眼底血管造影联合频域光相干断层扫描同步检查法对渗出性老年性黄斑变性脉络膜新生血管的诊断价值

Objective To evaluate the diagnostic value of Heidelberg retinal angiography(HRA) combined with optical coherence tomography (OCT) to detect neovascularization (CNV) in exudative age-related macular degeneration (AMD) patients. Methods This is a cross-sectional study of a series of clinical cases. AMD diagnosis was established by international standard vision chart, Slit lamp microscope, direct or indirect ophthalmoscope examination. A total of 50 eyes (42 cases) of exudative AMD received HRA and frequency domain OCT scan.
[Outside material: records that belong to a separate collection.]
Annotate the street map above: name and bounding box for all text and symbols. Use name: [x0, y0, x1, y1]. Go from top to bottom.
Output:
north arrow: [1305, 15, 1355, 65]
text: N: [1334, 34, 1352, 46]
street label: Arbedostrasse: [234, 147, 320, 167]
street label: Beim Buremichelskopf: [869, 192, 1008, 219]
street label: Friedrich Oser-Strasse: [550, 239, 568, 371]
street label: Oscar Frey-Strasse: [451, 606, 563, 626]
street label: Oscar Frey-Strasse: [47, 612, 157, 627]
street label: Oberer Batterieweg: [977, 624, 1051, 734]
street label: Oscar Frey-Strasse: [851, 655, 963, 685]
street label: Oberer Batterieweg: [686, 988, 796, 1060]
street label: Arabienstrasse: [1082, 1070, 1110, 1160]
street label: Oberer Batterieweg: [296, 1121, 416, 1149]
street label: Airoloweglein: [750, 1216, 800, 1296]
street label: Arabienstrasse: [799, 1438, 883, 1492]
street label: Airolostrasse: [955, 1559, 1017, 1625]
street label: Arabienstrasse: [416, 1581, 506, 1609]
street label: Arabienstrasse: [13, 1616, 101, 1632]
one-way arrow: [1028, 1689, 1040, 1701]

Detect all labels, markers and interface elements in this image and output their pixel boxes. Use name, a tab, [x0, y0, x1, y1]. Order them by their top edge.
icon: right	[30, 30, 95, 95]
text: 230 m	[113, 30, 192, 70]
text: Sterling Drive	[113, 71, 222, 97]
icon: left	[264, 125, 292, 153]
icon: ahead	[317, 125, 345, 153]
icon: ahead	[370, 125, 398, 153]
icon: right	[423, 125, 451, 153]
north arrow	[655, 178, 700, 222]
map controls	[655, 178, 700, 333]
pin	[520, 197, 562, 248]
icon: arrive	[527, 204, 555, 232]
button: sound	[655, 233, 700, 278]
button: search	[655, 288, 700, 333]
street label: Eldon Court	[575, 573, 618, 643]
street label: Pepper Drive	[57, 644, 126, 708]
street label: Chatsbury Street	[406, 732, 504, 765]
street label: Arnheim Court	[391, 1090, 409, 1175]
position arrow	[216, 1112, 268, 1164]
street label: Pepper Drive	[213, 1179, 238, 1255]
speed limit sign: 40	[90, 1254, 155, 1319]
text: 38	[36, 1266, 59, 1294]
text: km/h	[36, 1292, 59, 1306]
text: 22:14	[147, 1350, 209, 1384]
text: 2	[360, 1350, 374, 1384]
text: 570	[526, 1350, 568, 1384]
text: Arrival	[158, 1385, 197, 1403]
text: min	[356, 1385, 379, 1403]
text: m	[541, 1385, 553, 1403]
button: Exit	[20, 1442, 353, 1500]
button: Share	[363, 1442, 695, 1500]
All 50 eyes received fundus fluorescein angiography (FFA) and frequency-domain OCT simultaneously, and among them 15 eyes also received indocyanine green angiography (ICGA) at the same time. FFA and ICGA were carried out by conventional methods, CNV was localized by real-time Localization technology of frequency domain OCT. In the radial and grid-like section from the areas with strong fluorescence, image acquisition settings are 7 μm fault for each frame, 30° intervals for radialsection, 10 vertical and 10 horizontal scan lines for grid-like section. CNV can be divided into 4 types (typical CNV, partial typical CNV, occult CNV, CNV scarring) according to their boundaries demonstrated in FFA. Based on the features of the OCT images, there were 3 types of integrated image (sub-RPE type, sub-retinal type and mixed type). Results CNV was detected in all 50 eyes. There were 4 eyes (8%) of typical CNV, 11 eyes (22%) of partial typical CNV, 32 eyes (64 %, including 27 eyes of RPE detachment and 5 eyes of passive late leakage) of occult CNV and 3 eyes (6%) of CNV scarring. There were 4 eyes (8%) of sub-RPE type (CNV under the RPE light band) , 16 eyes (32%) of sub-retinal type(interrupted light band of RPE and choroid capillary layer) and 30 eyes (60%) of mixed type of integrated image. Conclusion The image integration technology of the HRA and frequency domain OCT system provide a valuable tool to classify and measure CNV, which will benefit the clinical treatment of AMD patients.